Optical and Plasmonic Properties of Metallic Tip/Surface Junctions

Reducing symmetry of plasmonic nanostructures allows more in-depth engineering for plasmonic systems to support a range of optical phenomena prohibited by traditional symmetric systems. Symmetry reduction allows for nanoscale control of the near-field and far-field electric and magnetic resonances at optical frequencies. Introducing a nanopraticle or a tip to an infinite metallic surface breaks the continuity of the surface allowing coupling with light. This leads to remarkable near-field focusing and enhancement at optical resonances through the gap between the metallic nanoparticle/tip and the metallic surface. In this work, we examine two-dimensional and three-dimensional variations of reduced symmetry systems and we present a hilly retarded electromagnetic study for the plasmon interaction through the tip/surface junction.

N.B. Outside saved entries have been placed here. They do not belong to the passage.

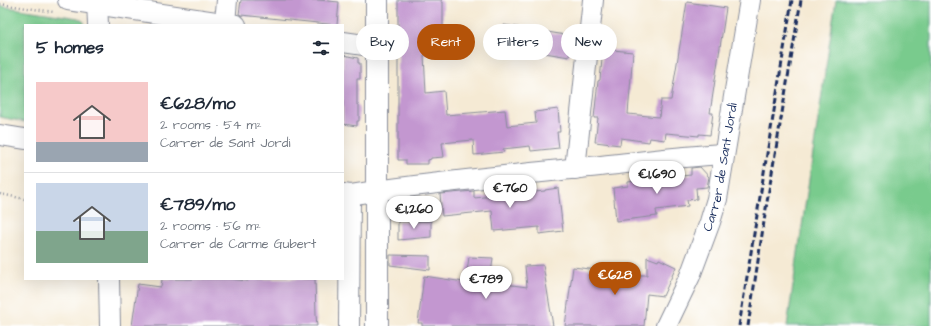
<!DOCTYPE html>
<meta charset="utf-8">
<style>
:root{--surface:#fff;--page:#f2f2f3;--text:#1f2937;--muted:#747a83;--line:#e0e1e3;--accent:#b45309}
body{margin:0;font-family:"Architects Daughter",sans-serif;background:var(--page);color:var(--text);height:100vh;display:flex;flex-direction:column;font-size:15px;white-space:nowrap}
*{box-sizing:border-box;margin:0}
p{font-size:13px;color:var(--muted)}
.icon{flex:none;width:22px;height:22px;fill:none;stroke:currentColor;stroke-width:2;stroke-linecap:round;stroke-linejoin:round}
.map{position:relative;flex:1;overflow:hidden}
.panel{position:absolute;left:24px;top:24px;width:320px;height:256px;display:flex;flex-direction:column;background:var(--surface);border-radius:0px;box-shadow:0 4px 16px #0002}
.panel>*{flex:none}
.top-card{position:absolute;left:356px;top:24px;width:380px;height:36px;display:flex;gap:8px}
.price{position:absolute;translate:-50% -34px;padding:0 9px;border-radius:14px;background:#fff;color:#222;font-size:13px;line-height:26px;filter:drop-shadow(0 1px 2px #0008)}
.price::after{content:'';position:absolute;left:50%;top:24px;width:12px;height:9px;margin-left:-6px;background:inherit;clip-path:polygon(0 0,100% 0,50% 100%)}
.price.on{background:var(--accent);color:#fff}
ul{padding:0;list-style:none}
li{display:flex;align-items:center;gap:12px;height:100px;padding:0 12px}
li+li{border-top:1px solid var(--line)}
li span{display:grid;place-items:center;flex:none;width:112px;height:80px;border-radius:0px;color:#555}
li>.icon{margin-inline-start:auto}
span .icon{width:48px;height:48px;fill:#fffc;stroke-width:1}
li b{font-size:17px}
h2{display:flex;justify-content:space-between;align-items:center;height:48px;padding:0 12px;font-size:17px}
.chip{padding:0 14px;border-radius:18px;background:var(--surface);box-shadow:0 4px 16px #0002;font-size:14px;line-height:36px}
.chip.on{background:var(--accent);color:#fff}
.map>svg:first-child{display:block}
.green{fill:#79cb8d;stroke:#4a7d76}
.building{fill:#c397d0}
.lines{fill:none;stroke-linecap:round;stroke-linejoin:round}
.minor-casing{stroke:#888c99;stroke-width:22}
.tertiary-casing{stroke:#888c99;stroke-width:24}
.path{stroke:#888c99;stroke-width:2.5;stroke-dasharray:1 3;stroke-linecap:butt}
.minor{stroke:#fff;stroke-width:20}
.tertiary{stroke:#fff;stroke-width:22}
.rail{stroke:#1b2f5e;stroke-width:3;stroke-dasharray:6 3;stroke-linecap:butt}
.labels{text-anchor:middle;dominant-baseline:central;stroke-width:3.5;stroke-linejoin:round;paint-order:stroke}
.street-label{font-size:13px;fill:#1b2f5e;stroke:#fff}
</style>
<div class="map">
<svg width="931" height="326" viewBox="0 0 931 326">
<rect width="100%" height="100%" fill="#fff"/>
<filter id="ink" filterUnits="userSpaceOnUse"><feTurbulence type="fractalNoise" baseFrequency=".025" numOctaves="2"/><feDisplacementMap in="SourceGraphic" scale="8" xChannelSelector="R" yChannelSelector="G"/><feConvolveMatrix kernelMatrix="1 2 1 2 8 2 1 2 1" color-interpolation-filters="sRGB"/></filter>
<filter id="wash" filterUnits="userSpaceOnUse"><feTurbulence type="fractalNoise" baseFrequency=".012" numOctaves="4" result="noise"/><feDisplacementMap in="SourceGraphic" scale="16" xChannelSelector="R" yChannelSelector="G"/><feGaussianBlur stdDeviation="0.9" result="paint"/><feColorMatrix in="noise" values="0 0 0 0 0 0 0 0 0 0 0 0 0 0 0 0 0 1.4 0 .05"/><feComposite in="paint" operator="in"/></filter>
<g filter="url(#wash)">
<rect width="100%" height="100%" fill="#f5ead4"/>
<!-- green -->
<g class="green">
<path d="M836,0H931V326H787Z"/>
<path d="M0,6L78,18L84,22V25H25V122L0,117Z"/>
</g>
<g id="blocks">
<!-- building -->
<g class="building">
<path d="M241,0H318L339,2L337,25L241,15L239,14Z"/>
<path d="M398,0H442L441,2H443V56L424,55L426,93L444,91L446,115L505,110L507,126L536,123L535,112L558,109L560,132H557L559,148L531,151L530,146L503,149L504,152L474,155L473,140L442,143L444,157L431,158V159L428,160V164H406V160H398Z"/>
<path d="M687,2L726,8L710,113H713L710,135L699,134V136L666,133L665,140L650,138L649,142L621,138L620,145L595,142L598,118H594L598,81L600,80L603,49L633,52L628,114L659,117L661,100H671Z"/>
<path d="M504,25L572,36L569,57L545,53L546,46L502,39Z"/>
<path d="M343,55L358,58V63H360V79H357V105H359V121H357V126L343,124Z"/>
<path d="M700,167L709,177L707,187L696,188L697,199L687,200L688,206L656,210L657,216L616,221L613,188L628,186V182L691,175V168Z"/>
<path d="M558,188L563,231L539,234V227L494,231L492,211L442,216L440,194L474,191V198L545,191V190Z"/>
<path d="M398,221H431V237L398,240Z"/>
<path d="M390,255L430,256V270L390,265Z"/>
<path d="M469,257L493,258L490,282L527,287L525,266L543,265L553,326H422V323H418L424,276L464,282L465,279H466Z"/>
<path d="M647,257L658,261L659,259L676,267L663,296L647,294L644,326H565L573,267L613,272L614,275H647Z"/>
<path d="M162,279H230L248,281V279H315L316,315L317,326H132L138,284L161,287Z"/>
</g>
</g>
</g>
<g filter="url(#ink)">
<use href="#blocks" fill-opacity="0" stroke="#888c99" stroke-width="1"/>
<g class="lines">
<defs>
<g id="minor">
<path d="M68,0L236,25"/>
<path d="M97,0L98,25"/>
<path d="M225,23L227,0"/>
<path d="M343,42L378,47"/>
<path d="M0,135L25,139"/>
<path d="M575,169L593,0"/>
<path d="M343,194L350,195C423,183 497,177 570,169C622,164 673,157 724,154"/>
<path d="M109,279L110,326"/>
<path d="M349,326L350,195"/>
<path id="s1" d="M666,326L690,276L710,222L717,199L750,0"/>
</g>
<path id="tertiary" d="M377,326V0"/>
</defs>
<!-- minor casing -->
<use href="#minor" class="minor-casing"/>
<!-- tertiary casing -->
<use href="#tertiary" class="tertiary-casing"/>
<!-- path -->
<g class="path">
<path d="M0,4L54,12"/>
<path d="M0,194L25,199"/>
</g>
<!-- minor -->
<use href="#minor" class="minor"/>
<!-- tertiary -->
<use href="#tertiary" class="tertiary"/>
<!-- rail -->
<g class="rail">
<path d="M739,326L792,0"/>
<path d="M748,326L767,202L801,0"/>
</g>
</g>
</g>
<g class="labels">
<!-- street labels -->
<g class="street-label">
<text stroke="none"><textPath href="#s1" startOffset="169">Carrer de Sant Jordi</textPath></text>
</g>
</g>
</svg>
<b class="price" style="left:657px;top:195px">€1,690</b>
<b class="price" style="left:510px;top:209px">€760</b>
<b class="price" style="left:414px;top:230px">€1,260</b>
<b class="price on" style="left:615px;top:296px">€628</b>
<b class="price" style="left:486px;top:300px">€789</b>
<div class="top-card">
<a class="chip">Buy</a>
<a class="chip on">Rent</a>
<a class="chip">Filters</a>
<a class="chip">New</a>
</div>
<section class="panel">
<h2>5 homes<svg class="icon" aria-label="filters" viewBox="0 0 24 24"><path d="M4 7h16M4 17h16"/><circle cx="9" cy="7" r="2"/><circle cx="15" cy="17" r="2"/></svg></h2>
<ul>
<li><span style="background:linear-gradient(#f6c9c9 75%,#9aa5b1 0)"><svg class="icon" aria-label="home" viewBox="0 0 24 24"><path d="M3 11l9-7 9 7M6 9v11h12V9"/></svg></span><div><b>€628/mo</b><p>2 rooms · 54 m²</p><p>Carrer de Sant Jordi</p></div></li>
<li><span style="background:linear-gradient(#c9d6e8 60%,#7fa58c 0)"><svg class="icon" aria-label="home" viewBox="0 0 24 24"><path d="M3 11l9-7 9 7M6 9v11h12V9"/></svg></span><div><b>€789/mo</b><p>2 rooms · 56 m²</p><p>Carrer de Carme Gubert</p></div></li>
</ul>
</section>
</div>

A simple methodology is introduced for efficient, fast, and accurate simulation for such systems using the both Finite-Difference Time-Domain and Finite-Element methods. The proposed methods are used to predict the response of practical systems and the results are compared with previously reported experimental and electrostatic-theoretical results and a remarkable agreement is reported. A full study for the tip over film system is established to provide optimized geometries for Tip Enhanced Raman Spectroscopy (TERS) applications.